Before it was forced to finally relent, the Bush Administration spent years breaking the law, even defying the orders of federal judges, in refusing to declare whether the polar bear would be protected under the Endangered Species Act. Other arctic marine mammals have gotten the stiff arm treatment as well. The ribbon seal was supposed to receive a determination on whether it would be listed as a protected species back in March. That was a deadline mandated by the law, but the Bush Administration just ignored the law. The ribbon seal’s status still has not been decided.
Now, yet another Arctic marine mammal, the Cook Inlet beluga whale, is being refused the Endangered Species Act decision it is legally entitled to. A petition was filed way back in 2006, requesting that the Cook Inlet beluga whale be considered for protection. That decision was legally required to be granted by April 20 this year.
The Department of Commerce intervened, insisting upon a six month extension of the decision, saying that time was needed to clear up scientific uncertainty about the Cook Inlet belugas.
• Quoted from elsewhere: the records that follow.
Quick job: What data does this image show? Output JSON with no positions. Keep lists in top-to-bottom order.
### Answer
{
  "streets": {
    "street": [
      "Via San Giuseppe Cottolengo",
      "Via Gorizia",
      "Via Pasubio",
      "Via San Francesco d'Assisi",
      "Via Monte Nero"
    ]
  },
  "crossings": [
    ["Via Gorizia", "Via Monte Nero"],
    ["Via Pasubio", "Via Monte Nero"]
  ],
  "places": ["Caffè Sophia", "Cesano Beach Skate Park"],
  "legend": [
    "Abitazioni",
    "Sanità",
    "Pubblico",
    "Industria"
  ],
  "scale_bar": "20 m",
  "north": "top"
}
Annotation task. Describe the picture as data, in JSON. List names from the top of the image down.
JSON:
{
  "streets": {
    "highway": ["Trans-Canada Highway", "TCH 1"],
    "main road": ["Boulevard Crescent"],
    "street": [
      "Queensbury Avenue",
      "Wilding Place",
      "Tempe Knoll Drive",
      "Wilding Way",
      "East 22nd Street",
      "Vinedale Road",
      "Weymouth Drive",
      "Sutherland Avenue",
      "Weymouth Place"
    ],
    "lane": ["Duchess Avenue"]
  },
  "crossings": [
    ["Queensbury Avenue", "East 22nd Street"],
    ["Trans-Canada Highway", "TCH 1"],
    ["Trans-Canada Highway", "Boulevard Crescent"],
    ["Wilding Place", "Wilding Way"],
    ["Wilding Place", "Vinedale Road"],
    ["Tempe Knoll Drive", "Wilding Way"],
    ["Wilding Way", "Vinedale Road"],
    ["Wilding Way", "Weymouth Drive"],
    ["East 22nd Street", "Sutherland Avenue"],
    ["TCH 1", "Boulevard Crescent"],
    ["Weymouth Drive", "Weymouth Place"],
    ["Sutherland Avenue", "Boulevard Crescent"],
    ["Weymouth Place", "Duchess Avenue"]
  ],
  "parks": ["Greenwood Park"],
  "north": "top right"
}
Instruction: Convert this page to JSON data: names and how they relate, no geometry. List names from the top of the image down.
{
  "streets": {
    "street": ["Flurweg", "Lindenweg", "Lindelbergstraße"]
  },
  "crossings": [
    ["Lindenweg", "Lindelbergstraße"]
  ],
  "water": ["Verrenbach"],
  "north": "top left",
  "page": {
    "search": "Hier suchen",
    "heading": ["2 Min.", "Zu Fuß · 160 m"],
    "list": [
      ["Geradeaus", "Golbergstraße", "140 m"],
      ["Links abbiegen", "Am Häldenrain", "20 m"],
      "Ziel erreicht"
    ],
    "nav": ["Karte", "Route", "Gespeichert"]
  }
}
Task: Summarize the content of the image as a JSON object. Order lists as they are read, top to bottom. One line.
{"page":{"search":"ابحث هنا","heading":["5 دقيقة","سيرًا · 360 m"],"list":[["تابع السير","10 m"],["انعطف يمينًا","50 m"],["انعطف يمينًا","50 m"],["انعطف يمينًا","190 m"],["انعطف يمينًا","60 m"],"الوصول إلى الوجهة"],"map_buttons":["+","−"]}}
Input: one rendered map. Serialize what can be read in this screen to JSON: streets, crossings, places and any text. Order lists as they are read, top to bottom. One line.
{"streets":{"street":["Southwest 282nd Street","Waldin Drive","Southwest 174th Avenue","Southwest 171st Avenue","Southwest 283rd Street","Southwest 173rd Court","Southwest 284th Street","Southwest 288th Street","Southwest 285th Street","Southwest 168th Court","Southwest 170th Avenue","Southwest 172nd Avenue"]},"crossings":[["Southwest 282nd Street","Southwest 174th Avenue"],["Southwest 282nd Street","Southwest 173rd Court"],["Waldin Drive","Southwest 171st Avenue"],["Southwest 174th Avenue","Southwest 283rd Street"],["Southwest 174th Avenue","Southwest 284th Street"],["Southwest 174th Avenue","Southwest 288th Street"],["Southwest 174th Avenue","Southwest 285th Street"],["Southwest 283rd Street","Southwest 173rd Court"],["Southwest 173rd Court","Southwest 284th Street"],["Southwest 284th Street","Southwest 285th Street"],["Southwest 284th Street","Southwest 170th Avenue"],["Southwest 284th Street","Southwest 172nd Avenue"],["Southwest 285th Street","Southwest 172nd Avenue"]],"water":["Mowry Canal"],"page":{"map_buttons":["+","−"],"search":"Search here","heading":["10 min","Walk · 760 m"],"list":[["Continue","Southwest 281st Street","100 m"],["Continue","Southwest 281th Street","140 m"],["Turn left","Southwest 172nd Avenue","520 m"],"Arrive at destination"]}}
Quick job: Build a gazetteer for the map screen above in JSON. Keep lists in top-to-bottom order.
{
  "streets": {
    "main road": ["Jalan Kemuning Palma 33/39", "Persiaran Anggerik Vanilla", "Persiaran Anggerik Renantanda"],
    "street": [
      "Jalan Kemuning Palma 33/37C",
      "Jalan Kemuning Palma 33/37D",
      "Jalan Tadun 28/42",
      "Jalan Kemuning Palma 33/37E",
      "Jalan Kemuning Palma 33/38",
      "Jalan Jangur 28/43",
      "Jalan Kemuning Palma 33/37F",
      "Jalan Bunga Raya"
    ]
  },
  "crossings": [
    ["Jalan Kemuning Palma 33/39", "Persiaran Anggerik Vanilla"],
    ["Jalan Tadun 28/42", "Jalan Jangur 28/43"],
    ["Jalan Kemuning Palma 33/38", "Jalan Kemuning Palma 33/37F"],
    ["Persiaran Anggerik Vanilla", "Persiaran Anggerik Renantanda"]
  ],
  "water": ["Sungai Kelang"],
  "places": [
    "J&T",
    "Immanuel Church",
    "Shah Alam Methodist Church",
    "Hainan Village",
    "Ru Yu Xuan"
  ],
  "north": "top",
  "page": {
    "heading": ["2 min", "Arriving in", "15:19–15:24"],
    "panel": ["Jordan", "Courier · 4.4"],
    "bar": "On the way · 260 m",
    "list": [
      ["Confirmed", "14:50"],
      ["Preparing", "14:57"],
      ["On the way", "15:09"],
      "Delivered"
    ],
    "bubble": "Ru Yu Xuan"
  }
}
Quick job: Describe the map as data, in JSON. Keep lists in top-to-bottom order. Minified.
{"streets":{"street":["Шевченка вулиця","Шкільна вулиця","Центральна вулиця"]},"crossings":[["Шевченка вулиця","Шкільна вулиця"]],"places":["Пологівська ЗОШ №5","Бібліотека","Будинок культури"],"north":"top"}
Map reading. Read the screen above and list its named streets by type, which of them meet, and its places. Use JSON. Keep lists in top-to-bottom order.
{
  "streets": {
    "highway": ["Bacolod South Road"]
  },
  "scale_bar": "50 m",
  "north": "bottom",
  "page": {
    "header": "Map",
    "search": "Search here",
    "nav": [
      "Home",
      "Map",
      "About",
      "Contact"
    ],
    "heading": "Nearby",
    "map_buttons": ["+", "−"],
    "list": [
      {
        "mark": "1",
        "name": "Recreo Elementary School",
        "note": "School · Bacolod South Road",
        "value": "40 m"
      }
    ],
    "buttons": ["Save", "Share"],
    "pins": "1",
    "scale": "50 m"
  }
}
However, there is a great deal of doubt that the supposed scientific uncertainty is credible.
Why are all these marine mammals in the Arctic being denied proper consideration under the Endangered Species Act? I’ll give you a clue: It has something to do with a substance that’s oily, and its name rhymes with dude broil.
Give up? Okay, I’ll give you the answer: It’s the belief that there might be a lot of untapped oil in the Arctic. Big oil companies, to whom the current executive branch in the federal government is beholden, don’t want to let a bunch of endangered animals to get in the way of their claims to these resources.
The trouble is that those Arctic petroleum resources may not be nearly as extensive as many politicians in Congress have claimed. Big oil’s defenders have been claiming that one quarter of the world’s untapped deposits of petroleum lie within the Arctic, but it seems that the statistic is in error, a miscalculation that began with a journalist’s mistake. So, it seems likely now that there are much fewer petroleum deposits, or smaller deposits, than the big oil boosters have been promising.